## Required work:
From the entries below, output the line with "position:relative; width:452px; height:778px;" and each following line up to and including the line with "filter:drop-shadow(0 0 1px", exactly as written.

## Exercise material:
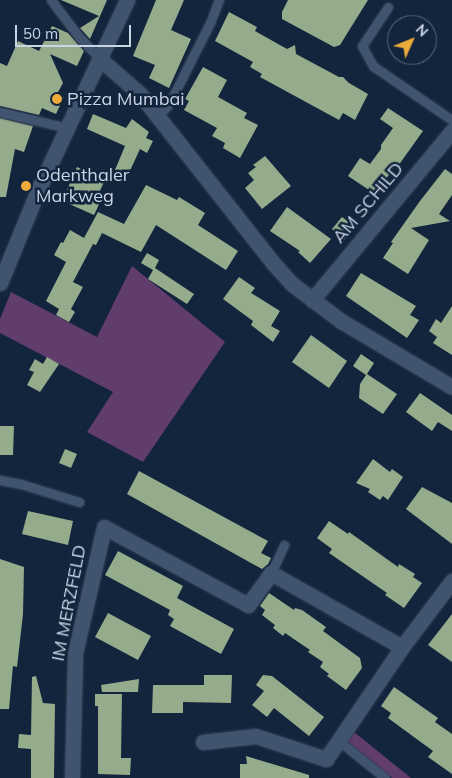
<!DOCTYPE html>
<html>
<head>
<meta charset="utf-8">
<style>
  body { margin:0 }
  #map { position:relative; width:452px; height:778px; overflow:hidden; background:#13253d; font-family:Mulish,sans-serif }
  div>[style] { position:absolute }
  .green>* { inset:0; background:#613d6e }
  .building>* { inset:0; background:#95ac8c }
  .roads { filter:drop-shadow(0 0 1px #354155) drop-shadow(0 0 1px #354155) }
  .lane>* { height:9px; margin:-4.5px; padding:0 4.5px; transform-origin:4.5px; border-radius:4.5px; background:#40536f }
  .street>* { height:15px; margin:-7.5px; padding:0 7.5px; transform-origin:7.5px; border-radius:7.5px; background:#40536f }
  .secondary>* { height:15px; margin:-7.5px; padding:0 7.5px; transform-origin:7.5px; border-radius:7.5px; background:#40536f }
  .dots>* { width:14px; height:14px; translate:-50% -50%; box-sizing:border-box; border:2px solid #13253d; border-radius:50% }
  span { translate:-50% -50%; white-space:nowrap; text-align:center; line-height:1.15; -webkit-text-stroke:5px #13253d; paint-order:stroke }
  .poi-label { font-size:18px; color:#c9d5e5 }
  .left { translate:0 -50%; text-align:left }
  .street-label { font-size:18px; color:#c9d5e5 }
  .north { position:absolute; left:387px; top:15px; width:50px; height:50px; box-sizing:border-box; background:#13253d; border:1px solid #5c6b80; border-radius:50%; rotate:46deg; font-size:14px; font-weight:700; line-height:20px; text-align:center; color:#c9d5e5 }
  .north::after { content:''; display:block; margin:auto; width:18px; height:22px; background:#ebaa39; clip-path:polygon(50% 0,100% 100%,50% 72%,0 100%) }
  .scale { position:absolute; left:15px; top:25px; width:116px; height:22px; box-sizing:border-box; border:2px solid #c9d5e5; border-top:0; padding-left:6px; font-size:15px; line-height:18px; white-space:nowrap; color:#c9d5e5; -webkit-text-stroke:4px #13253d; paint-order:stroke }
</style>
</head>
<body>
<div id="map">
  <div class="green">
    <div style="clip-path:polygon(132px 266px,225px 342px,143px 462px,87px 432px,113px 392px,0 333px,0 319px,11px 292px,97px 337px)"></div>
    <div style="clip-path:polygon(354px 732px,411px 778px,392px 778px,347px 742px)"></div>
  </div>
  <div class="building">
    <div style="clip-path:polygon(61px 0,107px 0,90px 39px,80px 28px,99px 16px)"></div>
    <div style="clip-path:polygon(156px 0,184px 0,171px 30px,191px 39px,169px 88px,149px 78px,155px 65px,133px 56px)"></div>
    <div style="clip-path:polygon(288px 0,368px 0,340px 45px,334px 47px,282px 19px,282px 12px)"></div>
    <div style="clip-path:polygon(229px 12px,257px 27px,255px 31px,287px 49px,295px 45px,296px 54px,339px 77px,343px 77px,349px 83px,368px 94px,355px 120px,343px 113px,339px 120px,260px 77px,262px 74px,250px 67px,253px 62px,215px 41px)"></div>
    <div style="clip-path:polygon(52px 26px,68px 33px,84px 51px,77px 66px,50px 54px,63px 83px,57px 94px,64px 97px,56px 114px,42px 108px,39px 115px,0 106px,0 63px,7px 66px,18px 41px,39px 51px)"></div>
    <div style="clip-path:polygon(203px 67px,227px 80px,218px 97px,247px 113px,244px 118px,258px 125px,240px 158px,223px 148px,225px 143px,212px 136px,217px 128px,184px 110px,189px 101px,185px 99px)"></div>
    <div style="clip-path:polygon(388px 108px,423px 131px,398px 166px,396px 165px,375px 194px,348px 176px,360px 158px,370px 164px,381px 149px,381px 145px,393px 128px,380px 119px)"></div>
    <div style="clip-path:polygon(93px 114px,126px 128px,132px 119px,149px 132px,146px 138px,153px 141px,147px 153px,140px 149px,128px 175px,115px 170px,125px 146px,87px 129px)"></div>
    <div style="clip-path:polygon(0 118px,33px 126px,24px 152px,15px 149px,6px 197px,0 197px)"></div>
    <div style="clip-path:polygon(265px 156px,291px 186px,262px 209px,245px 188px,254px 180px,248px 173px,256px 167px,253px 165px)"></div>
    <div style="clip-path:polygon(77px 167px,105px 180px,97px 197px,102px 198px,94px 215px,67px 203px,72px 192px,67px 190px)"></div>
    <div style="clip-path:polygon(445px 169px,452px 174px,452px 195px,439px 214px,450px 221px,411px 228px,429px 240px,408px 274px,383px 258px,393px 243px,391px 242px,420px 201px)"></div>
    <div style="clip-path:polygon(146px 185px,177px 200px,179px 197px,205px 213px,198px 225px,238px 251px,226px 270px,156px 225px,141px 252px,102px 233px,96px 245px,93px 244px,73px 282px,83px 287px,71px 309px,75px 312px,69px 322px,56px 315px,59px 309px,46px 301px,66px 262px,54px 255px,61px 242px,63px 243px,70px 230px,84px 238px,98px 212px,124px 224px)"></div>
    <div style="clip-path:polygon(287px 207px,331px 239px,310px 263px,298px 252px,300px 251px,270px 231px)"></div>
    <div style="clip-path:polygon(342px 217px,355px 227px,344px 240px,332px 229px)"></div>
    <div style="clip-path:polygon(147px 253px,159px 260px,155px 268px,194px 294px,187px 304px,148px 279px,153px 270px,141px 263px)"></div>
    <div style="clip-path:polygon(361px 273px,416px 306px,410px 315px,419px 320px,407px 338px,346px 296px)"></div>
    <div style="clip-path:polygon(239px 277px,255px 288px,251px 293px,280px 311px,271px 326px,280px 331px,273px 342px,251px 325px,253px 321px,223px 299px)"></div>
    <div style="clip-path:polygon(452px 306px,452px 355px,433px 343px,437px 337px,429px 331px,436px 319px,441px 323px)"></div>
    <div style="clip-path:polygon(311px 335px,347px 361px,329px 388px,292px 362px)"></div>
    <div style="clip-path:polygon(361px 354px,374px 363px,367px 374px,397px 394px,383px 414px,359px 398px,360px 384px,366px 375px,353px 366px)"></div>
    <div style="clip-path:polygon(47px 357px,59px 364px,40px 392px,27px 385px,34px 372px,29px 370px,35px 359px,43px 364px)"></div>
    <div style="clip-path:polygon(420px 393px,452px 415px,452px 431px,438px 422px,432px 431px,406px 412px)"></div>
    <div style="clip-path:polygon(0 426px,14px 426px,13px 455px,0 455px)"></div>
    <div style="clip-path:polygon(65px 449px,77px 454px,71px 468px,59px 463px)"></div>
    <div style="clip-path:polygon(373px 459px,390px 472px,392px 469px,403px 477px,388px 500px,383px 496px,380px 500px,368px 492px,370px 489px,356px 483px)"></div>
    <div style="clip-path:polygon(139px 471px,268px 541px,261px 553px,271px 558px,268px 564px,262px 569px,127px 494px)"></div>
    <div style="clip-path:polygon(422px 487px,452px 503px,452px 544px,406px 509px)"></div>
    <div style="clip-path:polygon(28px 511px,73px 521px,68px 545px,22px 534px)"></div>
    <div style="clip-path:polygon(329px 521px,348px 534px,349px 532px,398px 567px,399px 564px,415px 574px,413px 577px,422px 583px,404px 608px,385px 595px,387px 593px,329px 553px,332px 549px,317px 538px)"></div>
    <div style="clip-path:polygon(118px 551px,183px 586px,177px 598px,234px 629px,221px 654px,170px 626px,174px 619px,168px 615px,170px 610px,105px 575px)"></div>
    <div style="clip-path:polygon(0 559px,24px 567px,23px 614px,17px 667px,13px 666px,9px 709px,0 709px)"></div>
    <div style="clip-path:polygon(269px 593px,294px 610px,295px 608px,302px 610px,326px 627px,323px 631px,360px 658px,362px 668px,346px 690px,327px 676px,329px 674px,320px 667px,323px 662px,308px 652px,310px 650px,285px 633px,283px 636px,273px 628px,275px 625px,262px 615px,265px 610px,260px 606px)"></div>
    <div style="clip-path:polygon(108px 613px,151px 636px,138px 660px,95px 637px)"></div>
    <div style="clip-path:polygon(452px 614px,452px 662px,428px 645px)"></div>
    <div style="clip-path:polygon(204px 675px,232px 675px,231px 703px,183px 702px,183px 713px,152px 713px,153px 685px,204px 685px)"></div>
    <div style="clip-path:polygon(263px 675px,272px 676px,324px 717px,309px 736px,274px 708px,267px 717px,252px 705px,264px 691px,256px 685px)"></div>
    <div style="clip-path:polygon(36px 676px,43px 703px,55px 704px,54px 778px,31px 778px,31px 749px,18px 748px,19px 734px,31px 735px,32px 677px)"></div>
    <div style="clip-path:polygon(139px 679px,138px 692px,102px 692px,101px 685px)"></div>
    <div style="clip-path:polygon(394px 687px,438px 718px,435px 722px,452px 734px,452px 774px,428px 757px,433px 751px,388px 718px,391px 713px,381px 706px)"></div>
    <div style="clip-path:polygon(95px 694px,122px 694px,121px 758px,131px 758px,130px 775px,98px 774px,98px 706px,95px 706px)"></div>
    <div style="clip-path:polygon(246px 756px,309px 775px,309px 778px,240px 778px,240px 764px,247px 764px)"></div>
  </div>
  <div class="roads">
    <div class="lane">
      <div style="left:51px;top:0;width:48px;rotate:52.7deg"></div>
      <div style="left:80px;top:38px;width:29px;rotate:46deg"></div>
      <div style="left:388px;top:7px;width:47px;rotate:123.7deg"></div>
      <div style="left:362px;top:46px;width:23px;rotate:61deg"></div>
      <div style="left:373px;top:66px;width:96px;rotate:34.4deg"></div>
      <div style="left:0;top:112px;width:69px;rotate:13.4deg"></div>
      <div style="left:158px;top:116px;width:16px;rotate:-47deg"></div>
      <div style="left:169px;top:104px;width:91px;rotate:-63.2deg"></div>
      <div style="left:210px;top:23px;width:25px;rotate:-69deg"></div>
      <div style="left:0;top:480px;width:21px;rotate:11deg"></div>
      <div style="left:21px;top:484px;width:61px;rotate:17.2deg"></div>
      <div style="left:271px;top:573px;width:31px;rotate:-65deg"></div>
      <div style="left:339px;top:741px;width:59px;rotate:38.8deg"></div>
    </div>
    <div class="street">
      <div style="left:100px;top:59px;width:53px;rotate:41.2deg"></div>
      <div style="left:140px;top:94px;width:215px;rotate:51.8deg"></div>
      <div style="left:273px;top:263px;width:28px;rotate:48deg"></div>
      <div style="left:292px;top:284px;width:61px;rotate:37.1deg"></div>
      <div style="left:341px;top:321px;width:129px;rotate:30.7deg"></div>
      <div style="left:312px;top:300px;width:219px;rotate:-50.4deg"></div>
      <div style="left:203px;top:742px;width:53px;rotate:-6.5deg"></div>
      <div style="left:256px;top:736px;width:74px;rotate:18.2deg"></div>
      <div style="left:326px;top:759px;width:135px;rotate:-55.8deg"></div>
      <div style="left:402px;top:647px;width:83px;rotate:-52.9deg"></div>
      <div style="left:72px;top:778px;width:125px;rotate:-88.6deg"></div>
      <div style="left:75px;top:653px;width:129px;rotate:-77deg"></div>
      <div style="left:104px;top:527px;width:164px;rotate:28.4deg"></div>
      <div style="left:248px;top:605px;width:39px;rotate:-54deg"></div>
      <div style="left:271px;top:573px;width:150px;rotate:29.5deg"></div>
    </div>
    <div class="secondary">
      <div style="left:0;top:283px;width:103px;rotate:-67.7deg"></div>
      <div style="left:39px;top:188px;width:208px;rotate:-64.9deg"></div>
    </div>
  </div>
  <div class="dots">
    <div style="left:57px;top:99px;background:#ebaa39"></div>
    <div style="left:26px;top:186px;background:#ebaa39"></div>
  </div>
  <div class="poi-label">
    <span class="left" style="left:67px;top:99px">Pizza Mumbai</span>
    <span class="left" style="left:36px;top:186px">Odenthaler<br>Markweg</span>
  </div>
  <div class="street-label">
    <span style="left:368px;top:203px;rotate:-50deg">AM SCHILD</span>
    <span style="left:69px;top:603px;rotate:-79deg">IM MERZFELD</span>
  </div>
  <div class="north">N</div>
  <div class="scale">50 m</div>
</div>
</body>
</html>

## Answer space:
  #map { position:relative; width:452px; height:778px; overflow:hidden; background:#13253d; font-family:Mulish,sans-serif }
  div>[style] { position:absolute }
  .green>* { inset:0; background:#613d6e }
  .building>* { inset:0; background:#95ac8c }
  .roads { filter:drop-shadow(0 0 1px #354155) drop-shadow(0 0 1px #354155) }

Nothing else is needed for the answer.